From Jungle Depths
Urb, the Neanderthal, was beginning to tire. He and his five hairy companions had been on the march since Dyta had risen, and even now the sun was hunting a new lair for the night. From the frequency with which those behind him were stumbling, he judged they, too, were tiring.
But the mountains were close, now. He and his men were almost certain to reach them before darkness came. There they might find caves near grasslands rich in game. Urb's mouth watered and he was aware of being very hungry.
A faint breeze, blowing lightly against their backs, changed its course suddenly and came whipping in from the west. As it flicked across their faces the six Hairy Ones came to an abrupt halt, standing stiffly as though turned to stone.
Urb sniffed in short rapid inhalations, his unkempt visage twisted in a ferocious scowl.
"Men!" he grunted. "The hairless ones! It has been long since we have found such. Hide!"
With a degree of soundlessness surprising in such clumsy bodies, the six Neanderthals faded into the mazes of undergrowth at either side of the path.
Hardly were they hidden, when Alurna and her five companions came into sight. They were moving slowly, the girl limping slightly from a bruised heel, her sandals scuffed and dusty.
The girl stopped and turned to the others. "Is it much farther, Adbor? I don't think I can take another step."
"Courage, my princess," smiled Adbor, a tall, slender man with a great shock of blond hair. "A short distance more and we shall be there."
Alurna sank down on a fallen log, removed her sandal and rubbed the bruised heel.
"I'm afraid you'll have to carry me from here on," she sighed. "My feet ache terribly."

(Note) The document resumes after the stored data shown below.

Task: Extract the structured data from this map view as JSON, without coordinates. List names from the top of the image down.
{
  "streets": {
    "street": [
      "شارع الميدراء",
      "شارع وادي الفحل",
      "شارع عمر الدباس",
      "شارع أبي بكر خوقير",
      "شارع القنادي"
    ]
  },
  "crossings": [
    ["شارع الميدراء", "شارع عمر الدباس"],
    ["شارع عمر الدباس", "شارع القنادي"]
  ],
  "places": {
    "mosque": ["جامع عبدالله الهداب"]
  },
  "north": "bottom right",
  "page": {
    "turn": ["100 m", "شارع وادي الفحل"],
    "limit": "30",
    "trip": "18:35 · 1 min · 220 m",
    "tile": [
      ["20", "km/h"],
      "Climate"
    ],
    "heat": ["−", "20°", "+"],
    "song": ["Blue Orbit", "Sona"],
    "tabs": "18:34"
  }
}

Silently the foliage parted an arm's length from the girl's half-bent figure, and in the gap were framed the brutal faces of Urb and Mog, the sullen. Urb gave the female only a passing glance; his attention was riveted on the five unsuspecting men. The woman was not armed—the men were; and it was the males who must die before they could bring their weapons into use.

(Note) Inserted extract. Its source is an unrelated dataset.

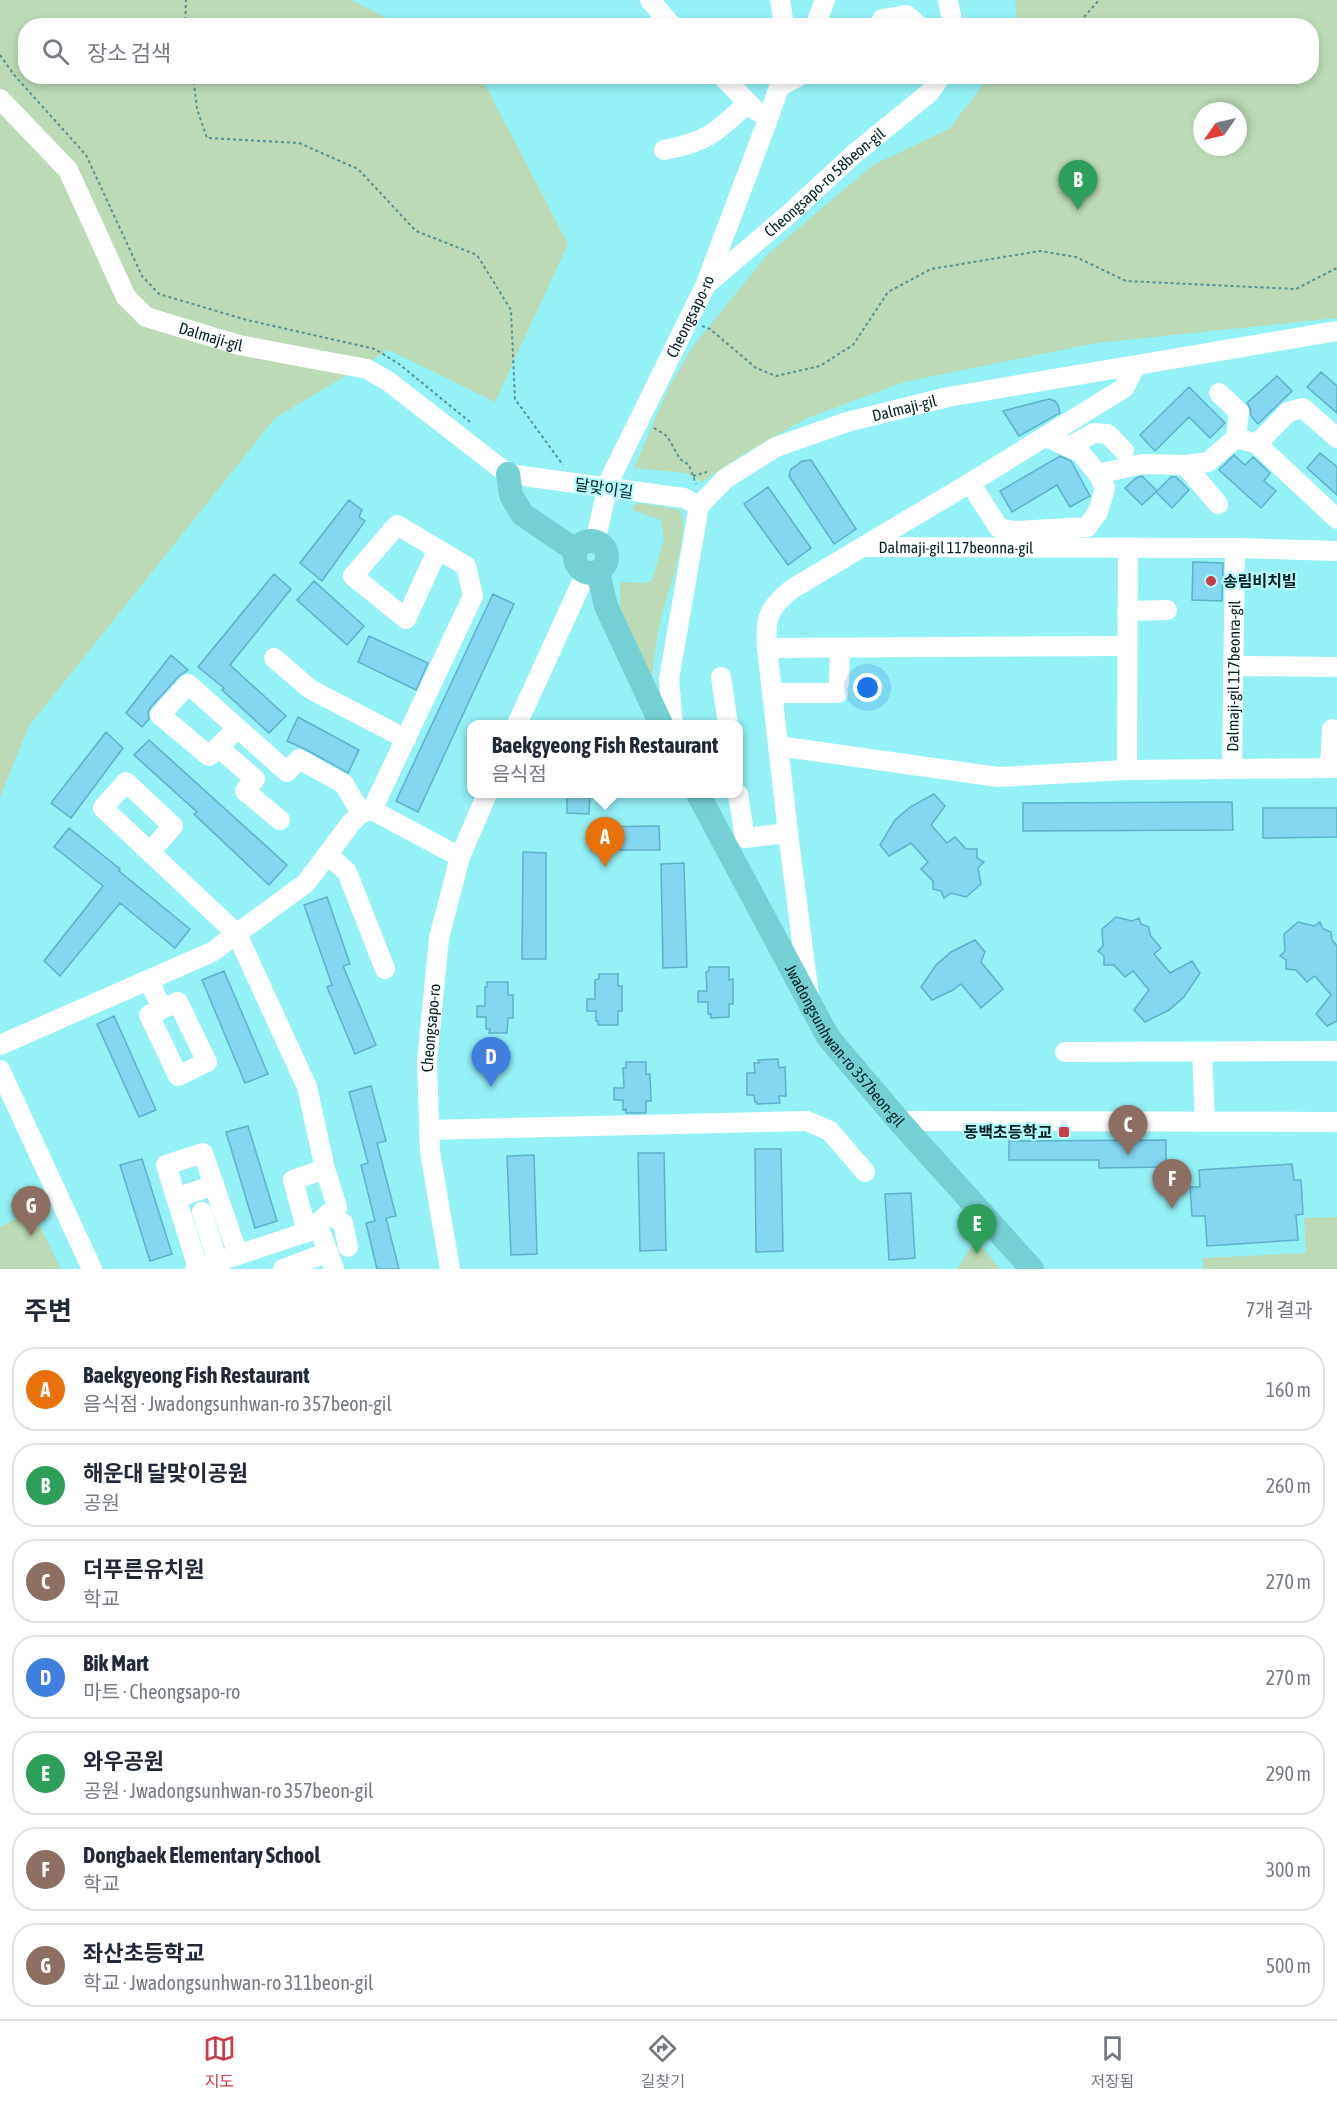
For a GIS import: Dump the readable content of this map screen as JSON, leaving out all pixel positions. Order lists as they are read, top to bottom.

Meanwhile, the stunted mind of Mog, the sullen, was laboriously following an altogether different trend of thought from that of his leader. His unblinking pig-like eyes were intent on the sweetly curved back directly in front of him, and he was increasingly aware of what an altogether desirable bit of femininity this hairless she actually was. His tongue moistened suddenly dry lips and he shifted his weight uneasily from one foot to the other.
Urb waited no longer. Slowly he brought up his left hand, caught a small branch between his fingers, then suddenly clenched his fist.
The wood snapped with a sharp clear sound, freezing the five Sepharian guards into instant immobility.
But not for long.
As the sound of breaking wood rose on the still air, six grotesque figures rose in a rough semi-circle about the group in the trail, and simultaneously five mighty stone-incrusted bludgeons were hurled with unbelievable force and accuracy.
The startled Sepharians never succeeded in bringing their own weapons into play. Before they could fully comprehend their danger all five were stretched on the jungle path. Three were dead as they fell, heads crushed like brittle twigs; another died almost as quickly, his back snapped as a dry branch is snapped beneath the broad feet of Pandor, the elephant.
Only one still lived, a club having dealt him a glancing blow aside the head, laying his flesh open in a great gash and rendering him senseless. Gorb was more adept at making clubs than he was in their use....
Five clubs were thrown; there should have been six. Only Mog, the sullen, retained his hold on his murderous weapon. As his fellows loosed their cudgels, Mog sprang forward, caught the paralyzed girl about the waist with one immense hairy arm, and before the others could fathom his intentions, had turned and fled back along the pathway as quickly as his short bowed legs could carry him.